According to the latest news, the world’s largest carmaker, Toyota, cut vehicle production by 40% in September because of the global microchip shortage.
As we know, the company had planned to make nearly 900,000 cars next week. However, the giant carmaker has now reduced that to 540,000 vehicles.
Furthermore, German firm Volkswagen has warned it may also be forced to reduce output further. Remarkably, Volkswagen is the second-largest car producer in the world.
Undoubtedly, the coronavirus pandemic raised the demand for devices that use chips, such as phones, TVs, and others.
Earlier in the previous week, Volkswagen announced that it expects the supply of chips in Q3 to be very volatile and tight.

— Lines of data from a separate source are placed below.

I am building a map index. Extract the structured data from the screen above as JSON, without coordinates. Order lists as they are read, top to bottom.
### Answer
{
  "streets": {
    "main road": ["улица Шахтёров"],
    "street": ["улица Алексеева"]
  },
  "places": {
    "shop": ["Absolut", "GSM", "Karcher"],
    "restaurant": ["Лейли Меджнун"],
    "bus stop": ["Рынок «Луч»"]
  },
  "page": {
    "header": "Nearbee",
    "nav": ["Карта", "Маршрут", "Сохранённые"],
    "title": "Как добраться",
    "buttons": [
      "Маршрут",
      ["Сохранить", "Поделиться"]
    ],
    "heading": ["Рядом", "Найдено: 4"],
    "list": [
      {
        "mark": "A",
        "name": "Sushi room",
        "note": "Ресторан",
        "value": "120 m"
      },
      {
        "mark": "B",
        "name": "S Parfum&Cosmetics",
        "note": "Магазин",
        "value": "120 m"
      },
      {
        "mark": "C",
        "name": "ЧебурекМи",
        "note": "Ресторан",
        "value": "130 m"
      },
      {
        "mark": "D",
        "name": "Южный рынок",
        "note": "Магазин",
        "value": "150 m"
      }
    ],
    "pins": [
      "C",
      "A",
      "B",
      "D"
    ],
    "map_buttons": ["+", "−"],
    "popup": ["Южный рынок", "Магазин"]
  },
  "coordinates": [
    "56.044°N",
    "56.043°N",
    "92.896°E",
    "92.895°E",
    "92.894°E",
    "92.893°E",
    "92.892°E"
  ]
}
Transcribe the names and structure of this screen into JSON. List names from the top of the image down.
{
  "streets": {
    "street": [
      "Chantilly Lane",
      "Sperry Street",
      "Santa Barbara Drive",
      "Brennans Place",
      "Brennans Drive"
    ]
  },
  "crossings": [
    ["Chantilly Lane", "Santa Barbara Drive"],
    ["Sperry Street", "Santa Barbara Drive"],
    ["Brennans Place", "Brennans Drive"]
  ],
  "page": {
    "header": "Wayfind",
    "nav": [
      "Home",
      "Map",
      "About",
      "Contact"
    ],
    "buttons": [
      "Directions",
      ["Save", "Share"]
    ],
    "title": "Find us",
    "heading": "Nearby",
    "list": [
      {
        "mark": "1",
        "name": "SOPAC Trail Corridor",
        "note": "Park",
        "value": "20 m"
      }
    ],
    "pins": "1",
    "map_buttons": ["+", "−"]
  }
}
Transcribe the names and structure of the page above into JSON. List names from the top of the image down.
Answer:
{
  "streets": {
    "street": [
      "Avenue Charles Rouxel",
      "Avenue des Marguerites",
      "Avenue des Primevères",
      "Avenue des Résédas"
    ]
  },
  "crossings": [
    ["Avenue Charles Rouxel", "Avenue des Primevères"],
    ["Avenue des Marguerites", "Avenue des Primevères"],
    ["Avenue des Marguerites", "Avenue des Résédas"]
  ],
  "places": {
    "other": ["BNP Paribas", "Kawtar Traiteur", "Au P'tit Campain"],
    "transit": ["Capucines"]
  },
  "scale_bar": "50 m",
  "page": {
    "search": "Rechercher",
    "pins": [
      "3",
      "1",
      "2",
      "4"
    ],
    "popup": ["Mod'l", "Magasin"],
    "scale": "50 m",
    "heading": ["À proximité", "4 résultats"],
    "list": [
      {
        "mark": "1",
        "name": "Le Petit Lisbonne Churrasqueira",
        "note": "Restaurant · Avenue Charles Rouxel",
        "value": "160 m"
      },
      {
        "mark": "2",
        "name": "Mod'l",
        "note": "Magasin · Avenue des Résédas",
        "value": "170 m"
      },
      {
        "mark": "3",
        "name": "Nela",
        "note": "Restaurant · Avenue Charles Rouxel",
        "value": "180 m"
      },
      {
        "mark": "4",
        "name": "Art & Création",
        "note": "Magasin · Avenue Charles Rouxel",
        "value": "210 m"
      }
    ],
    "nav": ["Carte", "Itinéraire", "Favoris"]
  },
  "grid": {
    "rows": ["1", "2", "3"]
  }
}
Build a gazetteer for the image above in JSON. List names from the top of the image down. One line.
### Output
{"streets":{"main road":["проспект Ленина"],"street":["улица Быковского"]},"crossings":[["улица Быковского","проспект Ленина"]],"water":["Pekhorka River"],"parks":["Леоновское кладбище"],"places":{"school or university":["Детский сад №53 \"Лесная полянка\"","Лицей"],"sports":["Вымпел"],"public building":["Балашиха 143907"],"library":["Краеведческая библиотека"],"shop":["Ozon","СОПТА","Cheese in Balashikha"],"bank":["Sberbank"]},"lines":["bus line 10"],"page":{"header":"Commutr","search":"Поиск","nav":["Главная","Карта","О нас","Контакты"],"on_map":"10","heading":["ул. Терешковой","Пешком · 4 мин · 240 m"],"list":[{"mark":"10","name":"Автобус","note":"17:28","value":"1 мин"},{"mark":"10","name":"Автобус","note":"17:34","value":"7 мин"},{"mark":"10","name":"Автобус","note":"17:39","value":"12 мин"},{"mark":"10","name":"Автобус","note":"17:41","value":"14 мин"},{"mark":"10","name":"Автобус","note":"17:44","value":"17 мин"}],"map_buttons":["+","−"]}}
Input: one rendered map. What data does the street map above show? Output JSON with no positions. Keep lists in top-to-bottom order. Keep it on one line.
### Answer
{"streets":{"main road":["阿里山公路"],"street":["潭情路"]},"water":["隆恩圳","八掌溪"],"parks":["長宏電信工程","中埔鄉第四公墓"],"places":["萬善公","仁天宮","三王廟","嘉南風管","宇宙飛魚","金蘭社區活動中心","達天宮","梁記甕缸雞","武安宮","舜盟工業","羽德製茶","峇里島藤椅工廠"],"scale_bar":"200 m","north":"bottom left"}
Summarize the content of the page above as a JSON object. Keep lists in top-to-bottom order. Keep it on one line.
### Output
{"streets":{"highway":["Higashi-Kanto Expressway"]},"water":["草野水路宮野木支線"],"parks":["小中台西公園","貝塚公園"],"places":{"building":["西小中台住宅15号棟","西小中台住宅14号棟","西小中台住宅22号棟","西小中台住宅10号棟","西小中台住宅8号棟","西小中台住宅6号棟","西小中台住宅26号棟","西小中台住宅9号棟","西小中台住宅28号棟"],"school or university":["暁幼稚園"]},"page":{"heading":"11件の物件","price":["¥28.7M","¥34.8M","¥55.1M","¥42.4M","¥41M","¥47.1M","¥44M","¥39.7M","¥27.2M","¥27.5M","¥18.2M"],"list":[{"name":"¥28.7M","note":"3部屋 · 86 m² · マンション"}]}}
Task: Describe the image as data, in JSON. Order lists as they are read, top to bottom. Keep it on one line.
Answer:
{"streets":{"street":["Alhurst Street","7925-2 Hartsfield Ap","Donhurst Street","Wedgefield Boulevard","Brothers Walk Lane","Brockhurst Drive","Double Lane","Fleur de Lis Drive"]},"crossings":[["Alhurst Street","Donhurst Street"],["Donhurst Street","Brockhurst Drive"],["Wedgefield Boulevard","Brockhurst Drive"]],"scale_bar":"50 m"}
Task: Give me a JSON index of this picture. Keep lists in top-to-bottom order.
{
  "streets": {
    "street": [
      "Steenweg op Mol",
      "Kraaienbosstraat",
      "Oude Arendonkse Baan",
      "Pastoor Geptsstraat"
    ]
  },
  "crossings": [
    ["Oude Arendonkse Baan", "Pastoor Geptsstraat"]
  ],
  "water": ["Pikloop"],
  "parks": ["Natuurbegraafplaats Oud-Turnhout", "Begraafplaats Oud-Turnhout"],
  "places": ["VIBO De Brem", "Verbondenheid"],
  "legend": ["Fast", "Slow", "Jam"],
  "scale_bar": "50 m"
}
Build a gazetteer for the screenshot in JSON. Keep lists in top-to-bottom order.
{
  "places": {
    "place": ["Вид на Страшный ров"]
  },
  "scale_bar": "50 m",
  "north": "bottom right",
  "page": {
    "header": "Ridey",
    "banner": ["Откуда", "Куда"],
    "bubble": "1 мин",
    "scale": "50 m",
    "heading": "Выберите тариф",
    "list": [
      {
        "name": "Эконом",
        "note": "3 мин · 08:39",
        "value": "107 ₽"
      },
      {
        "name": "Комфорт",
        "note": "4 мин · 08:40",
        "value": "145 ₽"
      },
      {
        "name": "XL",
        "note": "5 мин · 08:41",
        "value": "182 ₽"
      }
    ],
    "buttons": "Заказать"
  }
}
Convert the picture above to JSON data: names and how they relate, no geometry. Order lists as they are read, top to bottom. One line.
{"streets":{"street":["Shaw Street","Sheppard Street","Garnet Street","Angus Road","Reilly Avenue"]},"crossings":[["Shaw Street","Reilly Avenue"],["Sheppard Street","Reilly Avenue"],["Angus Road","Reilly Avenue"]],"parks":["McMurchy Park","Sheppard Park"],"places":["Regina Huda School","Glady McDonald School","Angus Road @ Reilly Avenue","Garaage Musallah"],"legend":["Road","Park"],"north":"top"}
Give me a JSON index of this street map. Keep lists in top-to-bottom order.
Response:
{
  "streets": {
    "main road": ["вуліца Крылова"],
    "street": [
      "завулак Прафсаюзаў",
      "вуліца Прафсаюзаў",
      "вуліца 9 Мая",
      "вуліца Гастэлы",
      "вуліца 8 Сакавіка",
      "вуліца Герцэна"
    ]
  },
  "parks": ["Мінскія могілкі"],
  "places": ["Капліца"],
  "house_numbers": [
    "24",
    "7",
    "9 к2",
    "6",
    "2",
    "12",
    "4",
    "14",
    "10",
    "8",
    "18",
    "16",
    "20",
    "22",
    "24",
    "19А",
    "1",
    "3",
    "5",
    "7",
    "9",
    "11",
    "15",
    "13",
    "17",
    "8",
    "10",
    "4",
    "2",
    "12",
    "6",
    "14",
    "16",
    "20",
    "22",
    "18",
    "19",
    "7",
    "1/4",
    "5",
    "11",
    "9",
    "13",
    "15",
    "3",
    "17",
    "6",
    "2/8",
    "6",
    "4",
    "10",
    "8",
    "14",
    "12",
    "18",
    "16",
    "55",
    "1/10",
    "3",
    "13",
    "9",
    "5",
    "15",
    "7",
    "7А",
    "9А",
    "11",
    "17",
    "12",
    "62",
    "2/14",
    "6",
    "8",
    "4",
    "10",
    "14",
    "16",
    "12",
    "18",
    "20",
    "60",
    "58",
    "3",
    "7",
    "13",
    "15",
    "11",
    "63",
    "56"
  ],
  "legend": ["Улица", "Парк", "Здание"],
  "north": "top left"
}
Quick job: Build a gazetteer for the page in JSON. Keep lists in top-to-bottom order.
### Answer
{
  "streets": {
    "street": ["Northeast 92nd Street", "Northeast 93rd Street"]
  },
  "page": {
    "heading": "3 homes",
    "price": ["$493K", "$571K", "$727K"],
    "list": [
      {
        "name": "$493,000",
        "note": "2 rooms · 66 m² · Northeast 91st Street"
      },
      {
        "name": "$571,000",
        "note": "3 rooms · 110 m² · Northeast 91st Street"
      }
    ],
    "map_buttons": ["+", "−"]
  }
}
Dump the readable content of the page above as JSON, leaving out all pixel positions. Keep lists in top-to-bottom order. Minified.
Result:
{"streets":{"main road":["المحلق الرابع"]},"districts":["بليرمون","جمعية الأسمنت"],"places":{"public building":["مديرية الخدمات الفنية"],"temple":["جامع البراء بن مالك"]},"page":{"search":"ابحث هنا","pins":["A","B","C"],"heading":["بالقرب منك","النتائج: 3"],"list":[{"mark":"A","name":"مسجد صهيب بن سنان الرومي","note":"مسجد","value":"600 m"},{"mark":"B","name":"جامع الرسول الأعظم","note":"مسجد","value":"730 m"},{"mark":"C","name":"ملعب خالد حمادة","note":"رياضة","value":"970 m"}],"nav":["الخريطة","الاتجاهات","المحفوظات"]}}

Moreover, competitors of Toyota, such as General Motors, BMW, Renault, Nissan, and Ford, have already scaled back production because of the global chip shortage.
The largest carmaker, Toyota, has managed to avoid doing the same until now.
New vehicles often include dozens of microchips. However, the firm benefited from building a larger stockpile of chips (semiconductors).
The decision to cut output now has been driven by the resurgence of COVID-19 infections across Asia hitting supplies.
Toyota will cut its production in August at its plants in Japan and elsewhere.
It will cut its production to 360,000 in September and affect factories in Asia and the United States.
Toyota announced that it would minimize the impact of the semiconductor supply shortage that is globally affecting the automotive industry.
The company also reported that they are currently operating as planned at both plans for UK production operations.
The carmaker plans to make up for any lost volume by the end of the year.
The Chip Shortage Has Hardly Hit Different Businesses, Which Emerged in 2020
As we know, the chip shortage has hardly hit different businesses, which emerged in 2020. Moreover, many companies failed to meet demand because of the global microchip shortage.
In July, Pat Gelsinger, the CEO of Intel, said that the worst of the global chip shortage was yet to come. Gelsinger reported that the crisis would worsen in Q2 of 2021, and it would take 1 or 2 years before supplies returned to normal.
Furthermore, the shortage prompted Joe Biden to sign an executive order to address the issue. He vowed to seek $37 billion in funding for legislation to raise chip manufacturing in America.